- Born: July 3, 1905 Laurel, Mississippi
- Died: December 21, 1977 (aged 72) Fort Ord, California
- Place of burial: Arlington National Cemetery
- Allegiance: United States
- Branch: United States Navy
- Service years: 1926–1956
- Rank: Rear Admiral
- Commands: Brooks (DD-232) Kalk (DD-611) Destroyer Squadron Six
- Conflicts: World War II Korean War

= C. T. Singleton Jr. =

Charles Tod Singleton Jr. (July 3, 1905 – December 21, 1977) was a Rear Admiral of the United States Navy, who served during World War II and the Korean War.

==Biography==
Singleton was born in Laurel, Mississippi, graduating from the United States Naval Academy in 1926.

During World War II, he commanded the destroyers and in the Aleutian Islands Campaign.

Singleton commanded the first American destroyer to enter the Mediterranean, and he was in combat in North Africa, Salerno and Anzio.

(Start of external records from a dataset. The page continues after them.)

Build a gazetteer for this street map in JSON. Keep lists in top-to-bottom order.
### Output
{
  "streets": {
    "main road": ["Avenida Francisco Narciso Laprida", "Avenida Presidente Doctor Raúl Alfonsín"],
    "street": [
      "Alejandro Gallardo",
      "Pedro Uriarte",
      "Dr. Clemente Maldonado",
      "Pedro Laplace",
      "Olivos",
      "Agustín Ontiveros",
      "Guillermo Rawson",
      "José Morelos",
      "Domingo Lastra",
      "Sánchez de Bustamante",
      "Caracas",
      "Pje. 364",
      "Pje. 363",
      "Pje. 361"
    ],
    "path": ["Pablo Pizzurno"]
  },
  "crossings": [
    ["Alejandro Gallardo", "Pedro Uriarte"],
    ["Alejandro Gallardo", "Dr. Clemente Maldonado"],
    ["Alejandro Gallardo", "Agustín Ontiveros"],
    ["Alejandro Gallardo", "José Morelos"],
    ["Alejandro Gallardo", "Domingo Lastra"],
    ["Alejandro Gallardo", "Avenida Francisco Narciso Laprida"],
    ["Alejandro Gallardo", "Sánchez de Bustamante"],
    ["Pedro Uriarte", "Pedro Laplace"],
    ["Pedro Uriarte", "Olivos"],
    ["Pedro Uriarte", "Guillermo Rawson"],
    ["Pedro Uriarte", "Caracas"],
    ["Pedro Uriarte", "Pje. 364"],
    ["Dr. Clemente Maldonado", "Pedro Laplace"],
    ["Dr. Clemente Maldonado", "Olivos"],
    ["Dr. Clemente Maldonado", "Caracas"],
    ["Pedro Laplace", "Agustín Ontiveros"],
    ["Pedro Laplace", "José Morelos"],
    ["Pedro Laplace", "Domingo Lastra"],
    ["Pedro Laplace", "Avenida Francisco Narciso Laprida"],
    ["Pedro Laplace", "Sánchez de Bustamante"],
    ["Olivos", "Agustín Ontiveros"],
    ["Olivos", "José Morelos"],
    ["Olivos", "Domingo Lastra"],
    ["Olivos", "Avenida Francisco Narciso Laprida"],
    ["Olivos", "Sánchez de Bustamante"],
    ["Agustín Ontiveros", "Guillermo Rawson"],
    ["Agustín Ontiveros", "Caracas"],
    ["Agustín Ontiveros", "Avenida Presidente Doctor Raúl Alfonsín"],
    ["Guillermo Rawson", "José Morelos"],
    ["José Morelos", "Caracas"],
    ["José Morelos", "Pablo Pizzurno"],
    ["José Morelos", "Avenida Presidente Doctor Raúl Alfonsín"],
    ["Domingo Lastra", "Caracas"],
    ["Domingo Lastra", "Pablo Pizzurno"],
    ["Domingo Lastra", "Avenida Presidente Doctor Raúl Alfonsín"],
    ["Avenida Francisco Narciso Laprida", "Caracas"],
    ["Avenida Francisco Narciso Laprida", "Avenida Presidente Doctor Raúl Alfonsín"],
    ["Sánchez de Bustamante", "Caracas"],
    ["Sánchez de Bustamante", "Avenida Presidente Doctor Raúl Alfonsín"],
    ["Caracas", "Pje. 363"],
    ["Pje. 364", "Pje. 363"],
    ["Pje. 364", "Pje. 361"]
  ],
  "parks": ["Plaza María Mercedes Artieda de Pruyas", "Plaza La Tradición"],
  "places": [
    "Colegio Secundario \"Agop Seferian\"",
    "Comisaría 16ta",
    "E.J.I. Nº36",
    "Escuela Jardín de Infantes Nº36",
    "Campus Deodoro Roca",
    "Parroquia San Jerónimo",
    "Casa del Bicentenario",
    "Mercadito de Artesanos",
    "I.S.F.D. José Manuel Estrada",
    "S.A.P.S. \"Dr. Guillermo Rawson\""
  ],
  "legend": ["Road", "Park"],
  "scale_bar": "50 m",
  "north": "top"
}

He served as Commodore of Destroyer Squadron Six, commanding 12 destroyers with 2,400 men.

He was a member of the Joint Chiefs of Staff during the Korean War, and a division commander during the Inchon landings.

He held the Bronze Star for combat action in Normandy and the Legion of Merit as Deputy Chief of Staff, Commander Naval Forces Far East.

At the time of his retirement in 1956, Singleton was director of the engineering school at the Naval Postgraduate School in Monterey, the same school he had earlier advocated establishing on the Monterey Peninsula after World War II when he was executive officer at the school.

After his retirement from military service, he was named head of the University of California Engineering and Science Extension at Berkeley. He retired again in July 1961, so that he and Mrs. Singleton, the former Mary Frances Morris whom he married in 1927, could travel.

From his home in Rancho Aguajito, Singleton was active in community affairs. He was a member of the advisory committee of the Monterey Peninsula Planning Commission; served as president of the Aguajito Property Owners Association; served as president of the Peninsula branch of the World Affairs Council and on the governing board in San Francisco. He was also on the advisory board of the Society for the Prevention of Cruelty to Animals; a director of the Monterey Foundation; and member of the Naval Academy Alumni Association; a lifetime director of the Monterey Institute of Foreign Studies; and of the Retired Officers Association.

Singleton died at the Silas B. Hays Hospital at Fort Ord, and was buried at Arlington National Cemetery, with full military honors.